3) Correct answer: E

Why E is most correct: The mother’s farewell is not just sentimental but structurally necessary—it severs Lazarillo from familial dependency, a prerequisite for the pícaro’s autonomous, amoral survival. The picaresque genre requires the protagonist’s isolation; this moment is the narrative hinge that enables his subsequent adventures.

Why the distractors are less supported:

  • A: The novel is consistently first-person; there is no shift in narration here.
  • B: The passage is not counterpointedly sentimental; the tone remains spare and ironic.
  • C: Prophetic speech is not a picaresque trope; the mother’s words are realistic, not mystical.
  • D: The blessing is not rhetorical appeal but diegetic action—it happens within the story, not as a persuasive device for the letter’s recipient.

4) Correct answer: D

Why D is most correct: The inn is a microcosm of class-based exploitation.
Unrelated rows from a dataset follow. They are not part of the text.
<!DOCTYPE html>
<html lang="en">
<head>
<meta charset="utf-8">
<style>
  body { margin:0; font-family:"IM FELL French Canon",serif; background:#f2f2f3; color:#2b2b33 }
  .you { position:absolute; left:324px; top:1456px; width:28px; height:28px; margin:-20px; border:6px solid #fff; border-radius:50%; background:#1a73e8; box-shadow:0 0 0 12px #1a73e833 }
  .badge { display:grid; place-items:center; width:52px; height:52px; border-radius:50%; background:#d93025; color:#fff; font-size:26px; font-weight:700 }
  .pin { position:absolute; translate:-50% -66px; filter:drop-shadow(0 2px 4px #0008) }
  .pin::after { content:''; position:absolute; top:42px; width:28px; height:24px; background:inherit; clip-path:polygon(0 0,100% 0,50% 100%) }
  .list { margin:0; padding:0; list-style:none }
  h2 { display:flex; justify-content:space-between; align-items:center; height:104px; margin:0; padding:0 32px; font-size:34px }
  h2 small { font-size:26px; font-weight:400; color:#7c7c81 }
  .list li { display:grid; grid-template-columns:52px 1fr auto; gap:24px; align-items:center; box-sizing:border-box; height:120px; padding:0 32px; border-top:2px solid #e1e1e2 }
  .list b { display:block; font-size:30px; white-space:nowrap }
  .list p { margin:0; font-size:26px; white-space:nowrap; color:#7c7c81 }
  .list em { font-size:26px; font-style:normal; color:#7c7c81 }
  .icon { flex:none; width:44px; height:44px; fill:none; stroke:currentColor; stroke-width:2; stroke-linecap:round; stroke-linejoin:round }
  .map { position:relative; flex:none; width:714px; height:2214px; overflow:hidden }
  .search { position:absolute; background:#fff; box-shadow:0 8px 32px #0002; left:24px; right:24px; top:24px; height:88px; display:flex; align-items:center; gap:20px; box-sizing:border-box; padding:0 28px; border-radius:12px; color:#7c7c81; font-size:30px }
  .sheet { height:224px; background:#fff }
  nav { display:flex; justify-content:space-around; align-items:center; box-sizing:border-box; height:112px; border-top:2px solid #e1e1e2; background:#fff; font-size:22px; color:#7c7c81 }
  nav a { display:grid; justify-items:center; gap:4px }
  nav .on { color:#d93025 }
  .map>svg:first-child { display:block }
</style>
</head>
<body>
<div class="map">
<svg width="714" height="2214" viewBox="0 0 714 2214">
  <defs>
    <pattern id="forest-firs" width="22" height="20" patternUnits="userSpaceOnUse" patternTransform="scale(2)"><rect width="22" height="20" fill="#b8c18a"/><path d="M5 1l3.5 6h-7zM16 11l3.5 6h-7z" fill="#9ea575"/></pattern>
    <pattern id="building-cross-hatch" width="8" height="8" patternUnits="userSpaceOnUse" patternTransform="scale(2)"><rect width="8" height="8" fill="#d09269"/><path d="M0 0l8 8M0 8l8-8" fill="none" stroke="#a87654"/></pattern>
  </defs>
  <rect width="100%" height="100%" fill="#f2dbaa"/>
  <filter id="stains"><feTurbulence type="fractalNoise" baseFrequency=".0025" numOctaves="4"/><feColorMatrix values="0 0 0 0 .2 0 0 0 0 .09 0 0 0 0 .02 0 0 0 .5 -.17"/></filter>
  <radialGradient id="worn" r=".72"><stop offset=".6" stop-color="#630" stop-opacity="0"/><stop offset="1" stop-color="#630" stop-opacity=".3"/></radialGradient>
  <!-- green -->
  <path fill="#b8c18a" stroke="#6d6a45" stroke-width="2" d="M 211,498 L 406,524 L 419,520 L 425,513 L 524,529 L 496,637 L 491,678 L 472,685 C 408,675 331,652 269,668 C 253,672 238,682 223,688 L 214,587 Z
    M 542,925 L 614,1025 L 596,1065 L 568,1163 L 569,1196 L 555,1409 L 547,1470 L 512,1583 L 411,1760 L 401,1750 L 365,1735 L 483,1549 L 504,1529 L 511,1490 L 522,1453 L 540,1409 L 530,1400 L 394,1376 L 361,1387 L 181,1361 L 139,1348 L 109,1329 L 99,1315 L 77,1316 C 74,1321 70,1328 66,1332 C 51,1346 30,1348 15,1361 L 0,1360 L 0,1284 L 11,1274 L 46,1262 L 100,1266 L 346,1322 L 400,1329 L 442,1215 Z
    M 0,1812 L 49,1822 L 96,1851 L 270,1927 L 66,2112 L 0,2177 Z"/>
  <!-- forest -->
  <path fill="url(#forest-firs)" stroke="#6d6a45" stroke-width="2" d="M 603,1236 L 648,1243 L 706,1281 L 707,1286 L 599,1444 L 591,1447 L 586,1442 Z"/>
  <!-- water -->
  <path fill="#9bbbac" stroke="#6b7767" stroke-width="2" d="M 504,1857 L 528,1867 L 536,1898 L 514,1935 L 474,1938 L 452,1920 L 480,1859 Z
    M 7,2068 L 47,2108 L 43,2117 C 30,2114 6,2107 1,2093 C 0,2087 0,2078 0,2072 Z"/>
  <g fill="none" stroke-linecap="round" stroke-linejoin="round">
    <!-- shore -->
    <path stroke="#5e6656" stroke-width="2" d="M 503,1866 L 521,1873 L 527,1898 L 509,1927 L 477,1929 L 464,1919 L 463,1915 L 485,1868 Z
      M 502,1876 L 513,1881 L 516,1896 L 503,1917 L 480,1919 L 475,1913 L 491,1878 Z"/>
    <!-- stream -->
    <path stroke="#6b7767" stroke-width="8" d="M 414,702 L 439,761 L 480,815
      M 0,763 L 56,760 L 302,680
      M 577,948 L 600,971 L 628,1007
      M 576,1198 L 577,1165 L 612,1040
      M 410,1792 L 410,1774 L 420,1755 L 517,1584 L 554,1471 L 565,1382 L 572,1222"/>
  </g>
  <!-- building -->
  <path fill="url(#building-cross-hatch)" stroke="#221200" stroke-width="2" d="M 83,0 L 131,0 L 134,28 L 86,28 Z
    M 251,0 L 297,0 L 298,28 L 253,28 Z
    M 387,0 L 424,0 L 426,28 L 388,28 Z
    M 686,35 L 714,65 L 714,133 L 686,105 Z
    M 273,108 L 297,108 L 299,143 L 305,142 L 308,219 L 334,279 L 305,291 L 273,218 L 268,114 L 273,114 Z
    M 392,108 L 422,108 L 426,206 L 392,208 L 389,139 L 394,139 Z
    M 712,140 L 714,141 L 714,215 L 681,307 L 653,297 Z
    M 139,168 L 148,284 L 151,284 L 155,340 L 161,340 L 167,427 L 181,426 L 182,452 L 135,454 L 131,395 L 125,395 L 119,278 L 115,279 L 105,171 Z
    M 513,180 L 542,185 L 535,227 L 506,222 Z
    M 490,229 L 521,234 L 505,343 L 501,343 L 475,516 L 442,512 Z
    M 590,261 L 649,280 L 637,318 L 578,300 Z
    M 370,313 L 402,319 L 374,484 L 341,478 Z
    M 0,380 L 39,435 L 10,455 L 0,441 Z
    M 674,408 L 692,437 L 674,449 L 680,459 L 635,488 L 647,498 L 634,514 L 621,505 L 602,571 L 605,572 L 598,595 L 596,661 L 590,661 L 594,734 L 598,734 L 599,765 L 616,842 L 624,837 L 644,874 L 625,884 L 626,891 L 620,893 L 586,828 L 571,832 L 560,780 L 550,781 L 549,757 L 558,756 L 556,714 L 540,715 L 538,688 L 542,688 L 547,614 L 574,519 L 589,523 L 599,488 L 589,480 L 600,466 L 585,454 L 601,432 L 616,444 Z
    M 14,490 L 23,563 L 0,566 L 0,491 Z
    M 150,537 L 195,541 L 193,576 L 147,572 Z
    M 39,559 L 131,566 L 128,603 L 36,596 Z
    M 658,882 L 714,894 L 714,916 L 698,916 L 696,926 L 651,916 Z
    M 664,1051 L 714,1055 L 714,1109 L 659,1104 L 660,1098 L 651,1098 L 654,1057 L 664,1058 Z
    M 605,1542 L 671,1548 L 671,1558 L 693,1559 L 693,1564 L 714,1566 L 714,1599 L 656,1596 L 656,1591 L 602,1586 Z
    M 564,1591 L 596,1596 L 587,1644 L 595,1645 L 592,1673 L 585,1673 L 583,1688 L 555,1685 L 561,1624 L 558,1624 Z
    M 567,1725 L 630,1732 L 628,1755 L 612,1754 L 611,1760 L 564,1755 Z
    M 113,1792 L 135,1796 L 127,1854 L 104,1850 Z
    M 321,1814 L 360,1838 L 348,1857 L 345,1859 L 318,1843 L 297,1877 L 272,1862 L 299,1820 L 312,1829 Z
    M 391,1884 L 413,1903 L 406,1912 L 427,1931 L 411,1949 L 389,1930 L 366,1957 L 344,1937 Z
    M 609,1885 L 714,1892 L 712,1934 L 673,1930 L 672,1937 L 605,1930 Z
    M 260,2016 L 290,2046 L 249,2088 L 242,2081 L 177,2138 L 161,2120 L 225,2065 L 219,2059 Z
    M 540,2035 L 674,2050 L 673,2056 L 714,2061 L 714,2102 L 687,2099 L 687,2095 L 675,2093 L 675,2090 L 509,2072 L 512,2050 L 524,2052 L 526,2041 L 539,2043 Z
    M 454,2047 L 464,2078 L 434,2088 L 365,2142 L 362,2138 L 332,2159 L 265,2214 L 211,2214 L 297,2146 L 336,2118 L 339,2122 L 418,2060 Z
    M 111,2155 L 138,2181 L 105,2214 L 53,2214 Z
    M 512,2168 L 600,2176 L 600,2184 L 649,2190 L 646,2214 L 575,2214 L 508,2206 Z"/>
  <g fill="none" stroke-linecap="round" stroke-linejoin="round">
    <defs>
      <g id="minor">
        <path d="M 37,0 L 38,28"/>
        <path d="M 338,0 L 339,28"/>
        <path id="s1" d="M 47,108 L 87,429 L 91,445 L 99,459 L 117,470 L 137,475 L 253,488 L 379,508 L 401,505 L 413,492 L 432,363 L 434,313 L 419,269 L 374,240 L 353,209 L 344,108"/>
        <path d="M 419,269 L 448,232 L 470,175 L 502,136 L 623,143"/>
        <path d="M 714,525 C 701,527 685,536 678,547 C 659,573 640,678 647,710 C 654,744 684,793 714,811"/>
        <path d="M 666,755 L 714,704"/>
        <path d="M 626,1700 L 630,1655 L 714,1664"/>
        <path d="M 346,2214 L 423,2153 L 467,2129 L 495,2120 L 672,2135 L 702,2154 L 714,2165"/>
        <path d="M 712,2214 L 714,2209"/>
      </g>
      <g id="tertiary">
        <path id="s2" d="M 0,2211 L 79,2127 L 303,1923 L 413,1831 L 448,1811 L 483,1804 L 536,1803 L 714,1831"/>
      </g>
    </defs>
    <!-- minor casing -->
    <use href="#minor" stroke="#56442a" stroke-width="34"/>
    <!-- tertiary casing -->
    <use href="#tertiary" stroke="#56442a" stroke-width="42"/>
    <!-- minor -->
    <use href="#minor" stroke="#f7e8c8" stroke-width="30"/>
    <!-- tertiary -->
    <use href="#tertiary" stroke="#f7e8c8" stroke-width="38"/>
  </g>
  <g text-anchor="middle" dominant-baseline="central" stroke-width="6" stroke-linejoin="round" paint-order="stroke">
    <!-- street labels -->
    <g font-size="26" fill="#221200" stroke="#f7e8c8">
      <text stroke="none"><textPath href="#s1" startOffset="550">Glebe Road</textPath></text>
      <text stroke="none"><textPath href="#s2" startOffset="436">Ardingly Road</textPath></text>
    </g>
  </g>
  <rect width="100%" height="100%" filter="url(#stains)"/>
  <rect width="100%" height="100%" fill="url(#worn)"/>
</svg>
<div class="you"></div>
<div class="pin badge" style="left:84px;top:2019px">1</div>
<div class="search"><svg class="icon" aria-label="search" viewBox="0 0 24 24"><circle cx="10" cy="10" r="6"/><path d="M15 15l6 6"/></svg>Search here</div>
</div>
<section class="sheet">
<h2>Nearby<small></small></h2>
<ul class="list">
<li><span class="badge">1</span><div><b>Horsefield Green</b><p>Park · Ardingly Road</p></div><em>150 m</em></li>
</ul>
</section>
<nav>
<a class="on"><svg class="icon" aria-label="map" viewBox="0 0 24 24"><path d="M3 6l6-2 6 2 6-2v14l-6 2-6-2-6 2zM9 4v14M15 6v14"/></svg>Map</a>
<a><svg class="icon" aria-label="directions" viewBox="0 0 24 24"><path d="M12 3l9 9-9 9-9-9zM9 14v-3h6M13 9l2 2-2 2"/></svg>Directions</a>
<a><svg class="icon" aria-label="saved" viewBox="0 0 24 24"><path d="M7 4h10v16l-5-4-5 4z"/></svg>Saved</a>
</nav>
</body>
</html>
The mother, herself marginalized, participates in the system by sending Lazarillo to the blind man, perpetuating the cycle. The passage highlights how the oppressed internalize and replicate oppression—a core critique of the novel’s social hierarchy.

Why the distractors are less supported:

  • A: While female labor is commodified, the focus is on class dynamics, not gender specifically.
  • B: There is no mention of religious orders running the inn; the critique is secular and systemic.
  • C: Transience is not the main concern; the emphasis is on exploitation within a fixed social order.
  • E: The irony of hospitality is secondary to the cyclical nature of abuse among the poor.

5) Correct answer: B

Why B is most correct: The understated tone normalizes suffering, reflecting how oppression is so routine in Lazarillo’s world that it doesn’t warrant dramatic language. This lack of emphasis forces the reader to recognize the banality of cruelty—a key picaresque technique to critique societal indifference.

Why the distractors are less supported:

  • A: The tone is not bureaucratic but narratively strategic, serving thematic purposes.
  • C: There is no gap in perception; the adult Lazarillo’s voice is consistently ironic, not childlike.
  • D: The passage does not withhold pathos—it redirects it toward systemic critique.
  • E: The mother’s stoicism is not contrasted with Lazarillo’s approach; the novel does not moralize her response.